To do
Through the line with "height:2.5px; margin:-1.25px; padding:0" and starting from the first line, return the records below word for word, with pictures left out.

Data

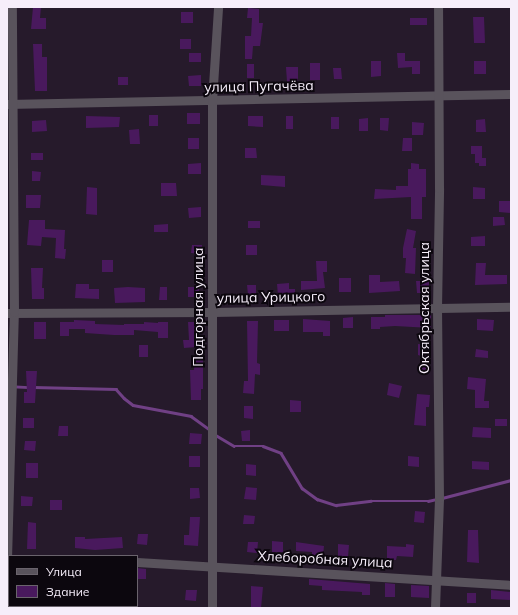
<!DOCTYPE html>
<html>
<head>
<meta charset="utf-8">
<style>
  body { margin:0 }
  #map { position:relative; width:518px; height:615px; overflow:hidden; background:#261a2b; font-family:Mulish,sans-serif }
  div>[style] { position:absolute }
  .stream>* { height:2.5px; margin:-1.25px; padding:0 1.25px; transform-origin:1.25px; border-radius:1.25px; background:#704085 }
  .building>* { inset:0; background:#49195d }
  .street>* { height:9px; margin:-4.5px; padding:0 4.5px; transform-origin:4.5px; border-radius:4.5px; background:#59535c }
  span { translate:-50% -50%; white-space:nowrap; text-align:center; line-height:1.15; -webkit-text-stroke:4px #0c070e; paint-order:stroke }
  .street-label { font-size:14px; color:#f6eefa }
  .frame { position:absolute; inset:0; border:8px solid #f6eefa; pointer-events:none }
  .legend { position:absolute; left:8px; top:555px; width:130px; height:52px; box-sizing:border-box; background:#0c070e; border:1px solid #6a636c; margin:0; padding:5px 7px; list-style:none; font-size:12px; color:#f6eefa }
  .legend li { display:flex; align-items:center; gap:8px; height:20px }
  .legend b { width:20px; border:1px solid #6a636c }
</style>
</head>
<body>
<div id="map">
  <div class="stream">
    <i style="left:7px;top:386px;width:21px;rotate:3deg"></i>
    <i style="left:33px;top:387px;width:83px;rotate:1.4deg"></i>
    <i style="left:116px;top:389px;width:12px;rotate:48deg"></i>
    <i style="left:124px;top:398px;width:11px;rotate:38deg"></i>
    <i style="left:133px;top:405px;width:59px;rotate:10.7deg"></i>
    <i style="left:191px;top:416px;width:24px;rotate:36deg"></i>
    <i style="left:214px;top:434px;width:23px;rotate:31deg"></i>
    <i style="left:234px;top:446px;width:29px"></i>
    <i style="left:263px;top:446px;width:19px;rotate:21deg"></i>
    <i style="left:281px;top:453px;width:41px;rotate:59deg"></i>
    <i style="left:302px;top:488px;width:19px;rotate:36deg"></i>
    <i style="left:317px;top:499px;width:20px;rotate:18deg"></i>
    <i style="left:336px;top:505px;width:35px;rotate:-7deg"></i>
    <i style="left:371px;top:501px;width:57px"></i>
    <i style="left:428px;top:501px;width:9px;rotate:-13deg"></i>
    <i style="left:442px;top:498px;width:71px;rotate:-14.6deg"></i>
  </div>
  <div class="building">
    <i style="clip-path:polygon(33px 7px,41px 7px,40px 18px,46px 18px,46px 29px,31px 29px)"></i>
    <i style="clip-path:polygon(248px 8px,259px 9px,259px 23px,263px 23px,260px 46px,253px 46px,252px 59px,245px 59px,245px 36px,251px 36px,252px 18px,247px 18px)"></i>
    <i style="clip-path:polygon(181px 12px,193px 12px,193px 23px,181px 23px)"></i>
    <i style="clip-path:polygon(473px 17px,484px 17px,485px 43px,474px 43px)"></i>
    <i style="clip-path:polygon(410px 18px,427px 18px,427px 25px,410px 25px)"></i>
    <i style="clip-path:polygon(180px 39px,191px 39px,191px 49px,180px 49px)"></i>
    <i style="clip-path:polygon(33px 44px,42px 44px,42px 57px,47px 57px,47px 91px,35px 91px)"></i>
    <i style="clip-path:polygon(189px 53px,201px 53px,201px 62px,189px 62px)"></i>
    <i style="clip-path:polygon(397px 53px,405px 53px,405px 61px,420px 61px,420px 74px,412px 74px,412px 67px,398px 68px)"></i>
    <i style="clip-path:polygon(371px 61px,381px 61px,381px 76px,371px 77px)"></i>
    <i style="clip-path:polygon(474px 61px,486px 61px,486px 74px,474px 74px)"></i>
    <i style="clip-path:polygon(310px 63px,320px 63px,320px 80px,310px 80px)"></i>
    <i style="clip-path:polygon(247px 64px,254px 64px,254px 78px,247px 78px)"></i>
    <i style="clip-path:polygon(286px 67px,298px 67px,298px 82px,287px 82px)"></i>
    <i style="clip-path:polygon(333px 68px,341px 68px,342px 79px,334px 79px)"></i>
    <i style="clip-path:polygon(201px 75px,201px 86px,189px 86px,188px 76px)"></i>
    <i style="clip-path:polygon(118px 77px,128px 77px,128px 85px,118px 85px)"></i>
    <i style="clip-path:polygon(187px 113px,200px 113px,200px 124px,187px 124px)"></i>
    <i style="clip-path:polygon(149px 115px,158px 115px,158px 126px,149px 126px)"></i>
    <i style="clip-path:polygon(86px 116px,120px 117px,119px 127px,86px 128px)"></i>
    <i style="clip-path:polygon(248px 116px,263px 116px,263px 127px,248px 126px)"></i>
    <i style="clip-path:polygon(286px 116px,293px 116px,293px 129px,286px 129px)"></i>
    <i style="clip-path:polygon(331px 117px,339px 117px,339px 129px,331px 129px)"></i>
    <i style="clip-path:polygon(368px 118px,368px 131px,359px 131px,359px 119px)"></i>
    <i style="clip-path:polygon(380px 118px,389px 118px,388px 131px,380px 130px)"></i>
    <i style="clip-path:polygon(485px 119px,486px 132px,476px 132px,476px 120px)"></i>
    <i style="clip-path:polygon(46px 120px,47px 131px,32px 132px,32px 121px)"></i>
    <i style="clip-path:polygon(412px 122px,424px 123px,423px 135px,412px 135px)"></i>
    <i style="clip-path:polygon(139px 129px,140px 144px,130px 144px,129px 130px)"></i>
    <i style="clip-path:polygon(188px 138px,199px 138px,199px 149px,188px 149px)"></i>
    <i style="clip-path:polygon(403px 138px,412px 138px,412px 151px,402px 151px)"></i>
    <i style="clip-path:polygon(471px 146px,482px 146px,482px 158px,486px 158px,486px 166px,479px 166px,479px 163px,475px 163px,475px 154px,471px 154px)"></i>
    <i style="clip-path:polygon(245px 148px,256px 148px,257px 158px,245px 158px)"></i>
    <i style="clip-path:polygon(31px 153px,43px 153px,43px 160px,31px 160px)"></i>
    <i style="clip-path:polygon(201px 163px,201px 174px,188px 174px,188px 164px)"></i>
    <i style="clip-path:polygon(411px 163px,419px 164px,419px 169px,426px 169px,426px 197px,422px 197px,422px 219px,411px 219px,411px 197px,374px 199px,375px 189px,396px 190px,396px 186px,408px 186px,408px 169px,411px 169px)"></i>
    <i style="clip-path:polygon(32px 171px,41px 172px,40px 181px,32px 181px)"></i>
    <i style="clip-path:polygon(261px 175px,285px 176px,285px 187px,261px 185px)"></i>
    <i style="clip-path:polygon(161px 183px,176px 183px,177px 196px,161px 196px)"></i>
    <i style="clip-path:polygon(87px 187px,97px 188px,97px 215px,86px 214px)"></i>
    <i style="clip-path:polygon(473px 187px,485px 188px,485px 199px,473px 199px)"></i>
    <i style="clip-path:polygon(26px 195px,41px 195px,40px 208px,26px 208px)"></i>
    <i style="clip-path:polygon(499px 201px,511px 201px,511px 213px,499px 212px)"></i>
    <i style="clip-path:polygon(201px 207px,201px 217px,189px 218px,188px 208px)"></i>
    <i style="clip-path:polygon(493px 217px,504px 217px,505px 225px,493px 226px)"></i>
    <i style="clip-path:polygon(29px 220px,45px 220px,45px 229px,65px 230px,64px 249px,66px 249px,65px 259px,55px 258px,56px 238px,42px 237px,41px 246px,27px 245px)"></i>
    <i style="clip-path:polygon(248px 221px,260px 221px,260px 228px,248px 228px)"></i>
    <i style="clip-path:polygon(168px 224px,168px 232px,154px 232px,154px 225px)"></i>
    <i style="clip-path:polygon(407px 229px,416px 231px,413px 248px,416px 248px,415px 274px,405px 273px,406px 258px,403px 258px,403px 248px)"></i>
    <i style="clip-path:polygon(485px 236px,485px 246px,471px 246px,471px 237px)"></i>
    <i style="clip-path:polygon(192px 245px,202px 245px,202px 254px,191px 253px)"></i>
    <i style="clip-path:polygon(246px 245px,257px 245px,257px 255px,246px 255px)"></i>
    <i style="clip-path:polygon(102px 260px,113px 260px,113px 272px,102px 272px)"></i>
    <i style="clip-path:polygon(316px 261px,327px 261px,327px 272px,323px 272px,325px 288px,301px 290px,301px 281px,317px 281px)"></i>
    <i style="clip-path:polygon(476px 263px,486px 263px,485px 275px,507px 275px,507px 284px,475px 285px)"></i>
    <i style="clip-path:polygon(31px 268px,43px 268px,42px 288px,44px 288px,44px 299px,32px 299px)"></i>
    <i style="clip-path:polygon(369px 275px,380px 275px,380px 282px,399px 281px,400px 291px,369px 293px)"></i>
    <i style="clip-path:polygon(339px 278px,351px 278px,351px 292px,339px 292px)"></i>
    <i style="clip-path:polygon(416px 281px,429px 281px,429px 293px,417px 293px)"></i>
    <i style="clip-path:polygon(289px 283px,289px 289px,295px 289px,295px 295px,278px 296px,277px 284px)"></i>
    <i style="clip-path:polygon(76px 284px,89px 284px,89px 289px,99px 289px,99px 299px,75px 298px)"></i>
    <i style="clip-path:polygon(247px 285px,256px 285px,256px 295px,248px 295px)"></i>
    <i style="clip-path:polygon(128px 287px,145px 288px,145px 302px,115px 303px,114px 288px)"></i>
    <i style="clip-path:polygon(160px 287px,167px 287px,167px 300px,159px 300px)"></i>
    <i style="clip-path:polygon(188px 287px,199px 287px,199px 297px,188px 297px)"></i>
    <i style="clip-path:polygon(385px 315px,431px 315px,431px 328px,395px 326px,380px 327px,380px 329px,371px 329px,371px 317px,385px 317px)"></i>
    <i style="clip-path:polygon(353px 317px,353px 328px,343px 328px,343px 318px)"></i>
    <i style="clip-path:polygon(303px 319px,330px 321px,330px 336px,323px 336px,323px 332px,303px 332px)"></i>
    <i style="clip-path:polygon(477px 319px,494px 320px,493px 331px,477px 330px)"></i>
    <i style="clip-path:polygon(74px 320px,95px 321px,95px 324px,124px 325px,124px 324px,144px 324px,144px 322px,158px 323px,158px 322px,168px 322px,168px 338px,158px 338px,158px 332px,134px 330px,134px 335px,114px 335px,85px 333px,85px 329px,69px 329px,69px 336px,60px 336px,60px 322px,74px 322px)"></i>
    <i style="clip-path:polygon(274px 320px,289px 320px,289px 331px,274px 331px)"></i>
    <i style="clip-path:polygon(247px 321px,258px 321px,257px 363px,260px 364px,260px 375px,255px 374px,254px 394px,243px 393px,244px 381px,248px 381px)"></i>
    <i style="clip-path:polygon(34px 322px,46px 322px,46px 339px,34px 339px)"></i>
    <i style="clip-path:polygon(188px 322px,201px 322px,202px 331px,196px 331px,196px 347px,184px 348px,183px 340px,189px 340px)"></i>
    <i style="clip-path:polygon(418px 344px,429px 345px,429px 373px,420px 372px,421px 356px,418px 355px)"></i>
    <i style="clip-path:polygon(139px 345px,148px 345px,148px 357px,139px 357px)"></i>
    <i style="clip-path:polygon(476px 349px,488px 351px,488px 358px,475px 357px)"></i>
    <i style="clip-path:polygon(195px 356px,203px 357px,203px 389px,201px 389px,201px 400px,191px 400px,190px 370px,194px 370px)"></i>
    <i style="clip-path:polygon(26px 371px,37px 371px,35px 403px,24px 403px,24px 392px,27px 392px)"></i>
    <i style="clip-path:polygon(468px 377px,486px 379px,484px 401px,489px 401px,489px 408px,475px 408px,475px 390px,467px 389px)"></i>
    <i style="clip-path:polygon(389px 383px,402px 386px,399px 398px,387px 395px)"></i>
    <i style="clip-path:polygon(417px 394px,430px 395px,429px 407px,426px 407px,426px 426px,414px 425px)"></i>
    <i style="clip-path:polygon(290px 400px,301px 401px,301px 412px,290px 412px)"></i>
    <i style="clip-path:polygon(244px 406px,253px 406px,253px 419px,244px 418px)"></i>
    <i style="clip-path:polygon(23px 418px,34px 418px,34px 428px,23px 428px)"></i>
    <i style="clip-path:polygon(495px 419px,507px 419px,507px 426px,495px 426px)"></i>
    <i style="clip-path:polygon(59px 426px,68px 426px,68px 436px,58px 436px)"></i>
    <i style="clip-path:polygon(473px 427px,491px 428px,491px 438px,472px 437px)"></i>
    <i style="clip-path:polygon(250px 430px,250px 441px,242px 441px,241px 431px)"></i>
    <i style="clip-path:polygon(190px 433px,202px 434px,201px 444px,189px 444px)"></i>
    <i style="clip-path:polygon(25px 441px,36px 441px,35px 451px,24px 450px)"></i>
    <i style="clip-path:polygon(189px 456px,200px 456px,200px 467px,189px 467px)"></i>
    <i style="clip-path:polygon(408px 456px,419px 457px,419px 467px,408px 466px)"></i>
    <i style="clip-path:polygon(472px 461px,489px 462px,489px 470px,472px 469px)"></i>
    <i style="clip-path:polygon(26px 463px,38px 463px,38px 478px,26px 478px)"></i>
    <i style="clip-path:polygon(246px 464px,256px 465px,256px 476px,246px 475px)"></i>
    <i style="clip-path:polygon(246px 487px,257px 488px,256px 500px,244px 499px)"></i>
    <i style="clip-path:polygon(190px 488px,199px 488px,200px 498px,190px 499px)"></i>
    <i style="clip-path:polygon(21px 496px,33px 497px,32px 506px,21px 506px)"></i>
    <i style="clip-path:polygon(50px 500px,62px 500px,62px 510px,50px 510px)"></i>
    <i style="clip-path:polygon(415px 511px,425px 512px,424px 523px,414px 522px)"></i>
    <i style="clip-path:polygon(244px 515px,255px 516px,254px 524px,243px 524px)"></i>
    <i style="clip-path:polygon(190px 517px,200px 517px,198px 546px,184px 545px,184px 535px,189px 535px)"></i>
    <i style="clip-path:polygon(28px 522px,36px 523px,36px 549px,27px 549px)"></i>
    <i style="clip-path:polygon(468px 530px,478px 530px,479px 563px,467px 562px)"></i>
    <i style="clip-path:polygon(138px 534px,148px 534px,147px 545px,137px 544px)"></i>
    <i style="clip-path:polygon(75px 537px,85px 537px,85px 539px,122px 537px,123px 548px,95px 550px,75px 548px)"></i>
    <i style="clip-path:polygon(272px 541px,283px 542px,283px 552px,272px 552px)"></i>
    <i style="clip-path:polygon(248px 542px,258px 542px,257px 553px,247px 552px)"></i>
    <i style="clip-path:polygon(296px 542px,324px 546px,323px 556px,312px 555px,312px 552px,296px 551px)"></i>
    <i style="clip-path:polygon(338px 544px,349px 545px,348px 557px,338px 557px)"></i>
    <i style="clip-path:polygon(406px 544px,414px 545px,413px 557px,397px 556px,396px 560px,387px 560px,387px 546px,406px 547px)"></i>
    <i style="clip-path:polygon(137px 568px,146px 569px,146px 579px,137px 579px)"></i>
    <i style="clip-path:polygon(309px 579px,370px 584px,370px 595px,362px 595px,362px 592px,322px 590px,322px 586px,309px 585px)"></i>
    <i style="clip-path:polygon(385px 583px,395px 584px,395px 597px,385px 597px)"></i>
    <i style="clip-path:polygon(411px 585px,429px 586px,429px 598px,411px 597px)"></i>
    <i style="clip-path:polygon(251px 586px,263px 587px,261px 608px,251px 608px)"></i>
    <i style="clip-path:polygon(186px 590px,197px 590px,196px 601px,185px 600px)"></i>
    <i style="clip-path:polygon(491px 590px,511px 592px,511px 600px,491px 599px)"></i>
    <i style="clip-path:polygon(467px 593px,476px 593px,476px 603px,467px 603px)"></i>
  </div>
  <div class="street">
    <i style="left:7px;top:104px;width:504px;rotate:-1.14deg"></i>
    <i style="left:7px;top:313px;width:205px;rotate:-0.3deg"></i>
    <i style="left:212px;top:312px;width:299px;rotate:-1deg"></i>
    <i style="left:7px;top:559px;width:247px;rotate:-88.4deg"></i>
    <i style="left:14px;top:312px;width:305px;rotate:-90.4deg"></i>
    <i style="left:137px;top:562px;width:375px;rotate:3.5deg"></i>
    <i style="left:212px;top:608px;width:507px;rotate:-90deg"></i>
    <i style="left:212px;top:101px;width:94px;rotate:-86.3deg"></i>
    <i style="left:435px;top:608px;width:110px;rotate:-87.9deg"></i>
    <i style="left:439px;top:498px;width:190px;rotate:-90.6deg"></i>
    <i style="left:437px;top:308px;width:120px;rotate:-89deg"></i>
    <i style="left:439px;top:188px;width:181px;rotate:-90.3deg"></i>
  </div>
  <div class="street-label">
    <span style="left:259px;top:86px;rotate:-1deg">улица Пугачёва</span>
    <span style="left:271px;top:297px;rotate:-1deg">улица Урицкого</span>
    <span style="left:198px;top:307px;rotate:-90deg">Подгорная улица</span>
    <span style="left:424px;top:308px;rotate:-90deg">Октябрьская улица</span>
    <span style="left:325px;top:559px;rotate:3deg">Хлеборобная улица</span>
  </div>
  <div class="frame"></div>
  <ul class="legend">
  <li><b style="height:5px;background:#59535c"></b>Улица</li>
  <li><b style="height:11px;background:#49195d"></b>Здание</li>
  </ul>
</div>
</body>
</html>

Reply
<!DOCTYPE html>
<html>
<head>
<meta charset="utf-8">
<style>
  body { margin:0 }
  #map { position:relative; width:518px; height:615px; overflow:hidden; background:#261a2b; font-family:Mulish,sans-serif }
  div>[style] { position:absolute }
  .stream>* { height:2.5px; margin:-1.25px; padding:0 1.25px; transform-origin:1.25px; border-radius:1.25px; background:#704085 }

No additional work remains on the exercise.